Kerrick held Moreen for several heartbeats, feeling the fierce strength of her embrace, the wiry muscle of her body, and he found himself wishing it could be forever. But it was she who broke the embrace, blinked, and said, “May Zivilyn Greentree ride with you across the waters! And Chislev Wilder wait for you in the forests on the other side!”

The blessing of their two gods was like a benediction around his shoulders. Kerrick could think of nothing else to say, so he climbed aboard his boat, raised the mainsail, and started toward the beckoning sea.

Cutter burst from the Bluewater Strait like a cork exploding from a bottle. A cold south wind gusted from the direction of Winterheim and the Icewall, a reminder of winter so lately departed. Still, Kerrick welcomed the breeze, for it had strength and would bear him in the direction he wanted to go.

The sky was cloudy now, a slate color perfectly matched by the sea. The hue matched the elven sailor’s mood. Playing out the jib, riding straight before the wind, he flew northward until the bulwark of land that was Brackenrock vanished from his view. Even then he continued, reckoning by compass, imagining the miles … twenty, fifty… eighty and more… passing under his keel.

Only when the sun angled into the western sea did he haul in the jib and turn the mainsail to lessen his headlong speed. He watched the long, slow sunset, realized that it was prolonged by his northern position. Within a week the sun itself would remain visible, low on the southern horizon, throughout every night, and many weeks would pass before it again set below Bracken-rock’s horizon. He chuckled as he thought of the phenomenon that the Arktos called the midnight sun. Certainly he would describe it to the elves of Silvanesti, but he didn’t expect that they would believe him.

Setting the tiller and boom with ropes tied to hold a steady course, Kerrick went into his cabin and opened his sea chest. From there he took out a delicate tube, a container shaped by Dinekki from a whale’s tusk. Carefully he extracted the scroll of sheepskin and spread the supple cloth across his table, where he could see clearly in the daylight spilling through the porthole.

It was a crude map by the standards of cartographic mastery, but it was a work that had occupied him for much of the past eight years. Every voyage he had taken in Cutter, every trip back and forth on the White Bear Sea, had been logged here, with coastlines drawn and redrawn, islands discovered and circumnavigated, great glaciers rendered into ink strokes, a mockery of their dazzling majesty.

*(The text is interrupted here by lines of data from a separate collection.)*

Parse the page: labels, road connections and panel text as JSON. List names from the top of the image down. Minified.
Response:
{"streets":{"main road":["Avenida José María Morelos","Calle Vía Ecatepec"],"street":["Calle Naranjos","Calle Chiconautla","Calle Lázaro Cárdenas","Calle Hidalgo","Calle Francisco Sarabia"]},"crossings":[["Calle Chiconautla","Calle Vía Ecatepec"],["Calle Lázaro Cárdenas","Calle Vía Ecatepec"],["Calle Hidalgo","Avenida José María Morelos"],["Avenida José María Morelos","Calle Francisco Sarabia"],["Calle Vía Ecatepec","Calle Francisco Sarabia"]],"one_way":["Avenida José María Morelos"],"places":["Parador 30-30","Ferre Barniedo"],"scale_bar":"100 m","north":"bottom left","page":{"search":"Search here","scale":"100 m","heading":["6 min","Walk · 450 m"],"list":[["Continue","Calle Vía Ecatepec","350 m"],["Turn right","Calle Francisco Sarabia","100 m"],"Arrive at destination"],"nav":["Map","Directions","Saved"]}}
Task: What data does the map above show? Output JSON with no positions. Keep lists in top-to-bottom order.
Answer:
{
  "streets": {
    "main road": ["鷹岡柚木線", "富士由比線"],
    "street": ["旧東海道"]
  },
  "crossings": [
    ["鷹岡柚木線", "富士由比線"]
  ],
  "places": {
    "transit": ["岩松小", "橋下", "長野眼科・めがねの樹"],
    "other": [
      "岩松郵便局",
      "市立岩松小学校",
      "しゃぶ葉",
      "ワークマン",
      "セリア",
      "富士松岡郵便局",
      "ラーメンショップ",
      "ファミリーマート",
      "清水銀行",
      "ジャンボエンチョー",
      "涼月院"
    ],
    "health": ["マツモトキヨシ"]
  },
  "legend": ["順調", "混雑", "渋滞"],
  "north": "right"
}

The shore of the mostly landlocked White Bear Sea Kerrick had completely mapped several years ago. Despite the bothersome presence of the ogre galley Gold-wing, the elf sailed those waters with impunity. Virtually constant winds swept the sea, ensuring that the sailboat could easily escape the much heavier, oar-powered ogre ship. On several occasions the elf had dared to taunt the minions of Grimwar Bane from within hailing distance, only to cast up his jib, cut a new angle across the wind, and whisk away like a swallow in flight.

So he had allowed himself to be diligent and meticulous in his explorations, poking into every cove and bay, doing numerous soundings across the tidal flats, rendering the coastline in as accurate detail as he could manage. It was on these voyages that he had taught Little Mouse to sail, watching the lad grow into a sturdy young man. Later, Feathertail had accompanied them, or the Highlanders Randall and Lars Redbeard. Even Moreen had sometimes sailed along, and he cherished those moments especially, laughing with her as spray washed across the deck or both of them staring in wonder as a huge iceberg calved from the face of a lofty glacier. Even in rough waters, with foaming crests breaking across the prow, she had never displayed any fear. Instead, she had been curious about the sea and as a result had learned a great deal about sailing.

His bold sailing had continued last year, even when the ogre king had launched a second galley. Even Kerrick had to admit that Grimwar Bane had built quite an impressive, seaworthy craft. No doubt he had employed human slaves for a great deal of the work. The design had borrowed heavily from the model of the Goldwing, which had been launched as Silvanos Oak, once his father’s ship and pride of the elven fleet.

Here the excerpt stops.